United Nations Educational, Scientific and Cultural Organization (UNESCO) menilai situasi konflik tidak hanya mengancam keselamatan masyarakat. Tetapi juga berpotensi mengganggu proses belajar jutaan anak.
Kekhawatiran ini muncul di tengah meningkatnya ketegangan regional setelah serangan militer yang dilakukan oleh Amerika Serikat dan Israel terhadap Iran pada akhir Februari 2026. Kejadian ini kini telah memperluas konflik kawasan Timur Tengah.
Dalam laman unesco.org, situasi perang meningkatkan risiko terganggunya layanan pendidikan, terutama di wilayah yang terdampak langsung oleh konflik.
Lantas apa saja catatan Unesco terhadap dunia pendidikan di wilayah konflik? Simak penjelasannya!

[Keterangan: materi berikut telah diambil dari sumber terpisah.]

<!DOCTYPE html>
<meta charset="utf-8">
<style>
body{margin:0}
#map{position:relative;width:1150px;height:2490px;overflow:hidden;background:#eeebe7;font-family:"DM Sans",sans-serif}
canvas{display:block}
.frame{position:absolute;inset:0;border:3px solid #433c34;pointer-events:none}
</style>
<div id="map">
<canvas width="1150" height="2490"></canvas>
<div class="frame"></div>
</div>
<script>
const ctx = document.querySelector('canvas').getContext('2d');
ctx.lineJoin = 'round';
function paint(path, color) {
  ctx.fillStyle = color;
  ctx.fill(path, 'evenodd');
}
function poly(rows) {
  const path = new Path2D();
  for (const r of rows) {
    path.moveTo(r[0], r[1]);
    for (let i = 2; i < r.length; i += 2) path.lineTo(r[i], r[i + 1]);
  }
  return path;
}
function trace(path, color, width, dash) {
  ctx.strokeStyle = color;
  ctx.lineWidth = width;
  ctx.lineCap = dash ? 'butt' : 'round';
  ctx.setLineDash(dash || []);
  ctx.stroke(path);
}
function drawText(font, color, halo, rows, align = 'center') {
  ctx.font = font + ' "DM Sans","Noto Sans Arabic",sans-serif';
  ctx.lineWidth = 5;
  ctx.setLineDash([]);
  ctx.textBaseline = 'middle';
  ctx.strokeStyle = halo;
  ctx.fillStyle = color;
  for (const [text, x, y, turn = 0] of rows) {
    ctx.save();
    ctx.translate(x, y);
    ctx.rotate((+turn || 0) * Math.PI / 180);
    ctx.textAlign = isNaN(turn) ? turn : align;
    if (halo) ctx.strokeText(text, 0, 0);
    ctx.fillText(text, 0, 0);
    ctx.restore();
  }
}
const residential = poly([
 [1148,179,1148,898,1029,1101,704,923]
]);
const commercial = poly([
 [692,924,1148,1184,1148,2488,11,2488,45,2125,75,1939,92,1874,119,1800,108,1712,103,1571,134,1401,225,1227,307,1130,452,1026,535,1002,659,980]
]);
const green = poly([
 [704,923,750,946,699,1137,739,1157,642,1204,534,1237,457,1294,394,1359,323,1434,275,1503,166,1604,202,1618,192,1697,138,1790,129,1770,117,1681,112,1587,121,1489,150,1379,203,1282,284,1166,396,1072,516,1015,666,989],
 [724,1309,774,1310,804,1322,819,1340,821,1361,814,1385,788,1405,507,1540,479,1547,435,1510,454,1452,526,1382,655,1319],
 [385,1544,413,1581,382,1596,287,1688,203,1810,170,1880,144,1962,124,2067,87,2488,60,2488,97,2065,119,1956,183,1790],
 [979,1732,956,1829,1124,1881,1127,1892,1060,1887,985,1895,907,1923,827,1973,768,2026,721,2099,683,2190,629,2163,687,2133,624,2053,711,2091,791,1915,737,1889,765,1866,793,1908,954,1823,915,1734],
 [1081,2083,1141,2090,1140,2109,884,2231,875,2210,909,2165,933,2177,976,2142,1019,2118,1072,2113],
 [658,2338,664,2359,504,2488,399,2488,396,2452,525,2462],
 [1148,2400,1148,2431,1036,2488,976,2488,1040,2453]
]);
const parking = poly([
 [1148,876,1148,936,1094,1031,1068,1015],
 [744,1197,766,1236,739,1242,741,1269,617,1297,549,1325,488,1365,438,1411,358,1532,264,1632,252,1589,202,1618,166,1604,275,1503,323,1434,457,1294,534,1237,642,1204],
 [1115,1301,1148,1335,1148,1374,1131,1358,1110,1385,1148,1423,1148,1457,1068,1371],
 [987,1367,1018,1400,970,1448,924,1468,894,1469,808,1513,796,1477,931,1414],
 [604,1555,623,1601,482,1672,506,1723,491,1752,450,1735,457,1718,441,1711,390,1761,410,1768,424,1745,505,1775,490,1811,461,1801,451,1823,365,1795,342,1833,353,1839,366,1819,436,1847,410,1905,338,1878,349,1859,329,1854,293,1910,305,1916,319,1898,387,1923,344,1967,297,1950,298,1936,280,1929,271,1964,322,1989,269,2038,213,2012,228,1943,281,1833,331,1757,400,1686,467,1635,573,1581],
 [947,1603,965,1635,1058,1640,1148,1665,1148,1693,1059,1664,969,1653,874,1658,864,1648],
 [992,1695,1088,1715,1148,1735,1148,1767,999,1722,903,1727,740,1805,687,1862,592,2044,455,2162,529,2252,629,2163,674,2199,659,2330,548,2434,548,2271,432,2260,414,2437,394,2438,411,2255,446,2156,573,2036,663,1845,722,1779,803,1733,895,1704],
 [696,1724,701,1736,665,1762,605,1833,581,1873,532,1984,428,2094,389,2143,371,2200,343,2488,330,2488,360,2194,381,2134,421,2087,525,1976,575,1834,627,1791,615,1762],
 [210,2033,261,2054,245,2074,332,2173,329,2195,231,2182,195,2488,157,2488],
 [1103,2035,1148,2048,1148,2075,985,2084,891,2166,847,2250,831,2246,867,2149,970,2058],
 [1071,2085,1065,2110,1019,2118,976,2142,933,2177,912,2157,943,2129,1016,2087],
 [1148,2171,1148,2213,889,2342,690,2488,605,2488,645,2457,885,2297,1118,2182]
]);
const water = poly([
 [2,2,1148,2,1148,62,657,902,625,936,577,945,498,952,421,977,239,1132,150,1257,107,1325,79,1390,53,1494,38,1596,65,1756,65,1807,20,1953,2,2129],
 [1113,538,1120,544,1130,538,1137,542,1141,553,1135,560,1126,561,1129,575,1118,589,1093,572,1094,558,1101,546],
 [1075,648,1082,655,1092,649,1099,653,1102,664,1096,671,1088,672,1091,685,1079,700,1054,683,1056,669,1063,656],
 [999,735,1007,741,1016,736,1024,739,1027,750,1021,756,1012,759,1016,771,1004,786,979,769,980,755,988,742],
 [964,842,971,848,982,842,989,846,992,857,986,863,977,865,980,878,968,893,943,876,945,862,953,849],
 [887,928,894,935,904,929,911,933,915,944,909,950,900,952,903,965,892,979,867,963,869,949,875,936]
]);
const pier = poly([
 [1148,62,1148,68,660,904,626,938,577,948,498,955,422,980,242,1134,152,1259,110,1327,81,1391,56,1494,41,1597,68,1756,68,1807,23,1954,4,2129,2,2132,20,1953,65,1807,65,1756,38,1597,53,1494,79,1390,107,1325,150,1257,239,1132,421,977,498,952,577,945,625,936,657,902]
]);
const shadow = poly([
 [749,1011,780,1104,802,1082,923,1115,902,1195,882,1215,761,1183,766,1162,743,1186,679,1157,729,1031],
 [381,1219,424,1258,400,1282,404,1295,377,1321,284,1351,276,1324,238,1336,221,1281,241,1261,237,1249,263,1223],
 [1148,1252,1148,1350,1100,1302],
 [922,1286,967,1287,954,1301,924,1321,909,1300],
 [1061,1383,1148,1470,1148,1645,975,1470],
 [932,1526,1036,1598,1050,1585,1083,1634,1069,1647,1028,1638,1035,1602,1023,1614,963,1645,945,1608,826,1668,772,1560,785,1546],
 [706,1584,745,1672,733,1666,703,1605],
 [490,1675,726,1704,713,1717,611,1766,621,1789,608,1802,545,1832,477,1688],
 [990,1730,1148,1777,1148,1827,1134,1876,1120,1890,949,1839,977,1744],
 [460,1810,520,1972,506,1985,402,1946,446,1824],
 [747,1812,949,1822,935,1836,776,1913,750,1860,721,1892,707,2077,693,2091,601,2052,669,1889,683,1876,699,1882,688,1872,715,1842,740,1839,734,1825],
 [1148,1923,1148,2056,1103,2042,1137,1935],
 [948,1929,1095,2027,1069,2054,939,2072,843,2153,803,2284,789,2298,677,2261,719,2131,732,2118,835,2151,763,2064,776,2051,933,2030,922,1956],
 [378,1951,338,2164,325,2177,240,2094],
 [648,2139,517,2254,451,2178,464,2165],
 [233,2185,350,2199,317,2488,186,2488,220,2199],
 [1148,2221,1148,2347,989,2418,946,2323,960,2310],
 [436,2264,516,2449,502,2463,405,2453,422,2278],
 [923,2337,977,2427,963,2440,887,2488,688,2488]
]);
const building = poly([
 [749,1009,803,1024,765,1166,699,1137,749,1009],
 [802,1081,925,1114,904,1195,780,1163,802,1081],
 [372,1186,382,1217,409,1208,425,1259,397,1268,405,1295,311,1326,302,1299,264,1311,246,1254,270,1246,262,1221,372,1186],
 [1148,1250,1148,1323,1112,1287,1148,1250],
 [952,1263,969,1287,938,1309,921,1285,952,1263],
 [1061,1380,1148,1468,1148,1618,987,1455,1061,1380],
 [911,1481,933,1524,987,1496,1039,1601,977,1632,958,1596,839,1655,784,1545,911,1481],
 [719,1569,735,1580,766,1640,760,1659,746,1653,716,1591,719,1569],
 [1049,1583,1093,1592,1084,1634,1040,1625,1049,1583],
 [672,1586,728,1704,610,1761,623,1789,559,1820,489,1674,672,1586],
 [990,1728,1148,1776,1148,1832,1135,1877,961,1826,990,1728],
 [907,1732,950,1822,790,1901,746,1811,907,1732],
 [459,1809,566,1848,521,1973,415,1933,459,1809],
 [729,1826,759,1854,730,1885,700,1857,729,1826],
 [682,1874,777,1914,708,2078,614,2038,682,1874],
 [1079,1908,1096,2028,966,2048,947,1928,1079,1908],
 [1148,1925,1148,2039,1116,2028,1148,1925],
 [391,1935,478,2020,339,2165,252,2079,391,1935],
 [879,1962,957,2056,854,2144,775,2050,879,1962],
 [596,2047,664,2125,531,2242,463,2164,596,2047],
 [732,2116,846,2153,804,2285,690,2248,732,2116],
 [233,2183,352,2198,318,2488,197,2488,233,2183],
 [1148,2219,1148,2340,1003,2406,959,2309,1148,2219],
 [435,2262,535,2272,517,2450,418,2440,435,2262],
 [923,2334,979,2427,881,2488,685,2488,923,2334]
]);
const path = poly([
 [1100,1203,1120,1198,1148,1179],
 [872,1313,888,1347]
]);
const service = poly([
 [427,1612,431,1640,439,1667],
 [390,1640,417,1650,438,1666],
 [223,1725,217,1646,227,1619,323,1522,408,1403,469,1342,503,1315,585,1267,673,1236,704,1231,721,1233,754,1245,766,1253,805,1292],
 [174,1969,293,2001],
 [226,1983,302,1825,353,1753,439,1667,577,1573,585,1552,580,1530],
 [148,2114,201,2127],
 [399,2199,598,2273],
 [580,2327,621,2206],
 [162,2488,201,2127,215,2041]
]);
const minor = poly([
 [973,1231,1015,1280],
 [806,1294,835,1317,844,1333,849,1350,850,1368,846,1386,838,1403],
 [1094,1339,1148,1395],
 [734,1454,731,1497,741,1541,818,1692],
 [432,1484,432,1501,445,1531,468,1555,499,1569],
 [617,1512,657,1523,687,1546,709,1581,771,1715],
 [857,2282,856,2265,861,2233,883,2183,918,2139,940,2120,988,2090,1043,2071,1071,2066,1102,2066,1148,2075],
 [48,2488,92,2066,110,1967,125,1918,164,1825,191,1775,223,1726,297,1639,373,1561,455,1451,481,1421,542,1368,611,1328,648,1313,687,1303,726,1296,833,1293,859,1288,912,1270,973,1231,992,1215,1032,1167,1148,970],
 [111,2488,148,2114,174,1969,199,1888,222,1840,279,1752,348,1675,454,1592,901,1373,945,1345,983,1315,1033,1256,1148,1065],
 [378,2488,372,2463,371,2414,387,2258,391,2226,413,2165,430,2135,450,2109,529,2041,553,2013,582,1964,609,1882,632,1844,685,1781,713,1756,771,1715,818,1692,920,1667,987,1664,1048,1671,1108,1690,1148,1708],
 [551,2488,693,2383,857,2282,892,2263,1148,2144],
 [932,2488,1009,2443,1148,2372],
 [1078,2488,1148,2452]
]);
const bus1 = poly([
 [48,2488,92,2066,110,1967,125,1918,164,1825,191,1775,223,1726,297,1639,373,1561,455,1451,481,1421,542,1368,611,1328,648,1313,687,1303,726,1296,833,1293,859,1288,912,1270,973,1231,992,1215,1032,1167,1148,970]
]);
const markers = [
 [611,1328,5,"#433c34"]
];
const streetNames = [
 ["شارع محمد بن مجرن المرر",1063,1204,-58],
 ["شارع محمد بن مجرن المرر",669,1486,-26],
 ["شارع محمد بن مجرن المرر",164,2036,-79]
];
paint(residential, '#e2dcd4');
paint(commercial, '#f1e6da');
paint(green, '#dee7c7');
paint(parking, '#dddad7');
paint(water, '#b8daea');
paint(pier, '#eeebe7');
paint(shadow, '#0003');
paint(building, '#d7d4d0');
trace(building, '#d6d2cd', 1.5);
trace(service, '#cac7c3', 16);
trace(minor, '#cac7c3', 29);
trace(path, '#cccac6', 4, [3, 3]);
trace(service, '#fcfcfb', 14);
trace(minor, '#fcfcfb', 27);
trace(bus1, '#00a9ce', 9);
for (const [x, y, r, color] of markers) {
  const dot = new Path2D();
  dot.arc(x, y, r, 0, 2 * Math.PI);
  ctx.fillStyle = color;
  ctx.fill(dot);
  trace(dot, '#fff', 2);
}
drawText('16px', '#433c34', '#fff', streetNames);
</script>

1. Peningkatan Perhatian Terhadap Sekolah Rentan
Dalam berbagai konflik di dunia, sekolah sering kali harus ditutup atau menghentikan kegiatan belajar mengajar. Siswa terpaksa mengungsi, sementara guru menghadapi keterbatasan untuk melanjutkan proses pembelajaran.UNESCO menilai gangguan pendidikan yang berkepanjangan dapat menimbulkan dampak serius bagi perkembangan anak. Selain kehilangan pembelajaran, anak juga berisiko putus sekolah serta mengalami tekanan psikologis akibat situasi konflik.
Karena itu, menjaga keberlangsungan pendidikan menjadi salah satu prioritas. Hal ini merupakan salah satu bagian dalam respons terhadap kemanusiaan.
2. Peran Guru Menjadi Sangat Penting
Dalam situasi krisis, guru memegang peran kunci untuk menjaga hubungan antara anak dan proses belajar. Namun di tengah konflik, para guru juga menghadapi tantangan besar.Guru harus menyesuaikan metode pengajaran. Termasuk menggunakan pembelajaran jarak jauh atau materi belajar yang dapat diakses dari rumah.
UNESCO mendorong berbagai program pelatihan agar guru dapat memanfaatkan teknologi digital. Serta metode pengajaran alternatif untuk memastikan siswa tetap bisa belajar meskipun sekolah tidak beroperasi secara normal.
3. Orang Tua Jadi Pendamping Utama Anak
Ketika konflik membuat sekolah sulit diakses, peran orang tua menjadi semakin penting dalam mendampingi anak belajar. Unesco menekankan pentingnya dukungan keluarga agar anak tetap merasa aman dan mampu menghadapi tekanan psikologis akibat konflik.Panduan bagi orang tua juga diperlukan. Agar orang tua dapat membantu anak memahami situasi yang terjadi tanpa menimbulkan rasa takut berlebihan.
4. Dukungan Psikologis untuk Anak
Konflik bersenjata sering meninggalkan dampak mendalam bagi kesehatan mental anak. Ketidakpastian, suara ledakan, serta perpindahan tempat tinggal dapat memicu kecemasan dan trauma pada anak-anak.Karena itu, UNESCO menekankan pentingnya dukungan psikososial dalam program pendidikan di wilayah konflik. Lingkungan belajar yang aman dan suportif dapat membantu anak memulihkan rasa percaya diri serta kembali fokus pada pendidikan mereka.
5. Pendidikan sebagai Harapan di Tengah Konflik
Meski konflik terus berlangsung di sejumlah kawasan, pendidikan tetap menjadi salah satu faktor penting untuk menjaga harapan bagi generasi muda. UNESCO menilai memastikan anak tetap memiliki akses terhadap pendidikan bukan hanya soal pelajaran akademik, tetapi juga tentang memberikan stabilitas dan perlindungan di tengah situasi yang tidak menentu.Di tengah eskalasi konflik di Timur Tengah misalnya, berbagai pihak didorong untuk memastikan bahwa sistem pendidikan tetap berjalan. Namun yang terpentig, anak-anak tidak menjadi korban dari konflik yang diciptakan.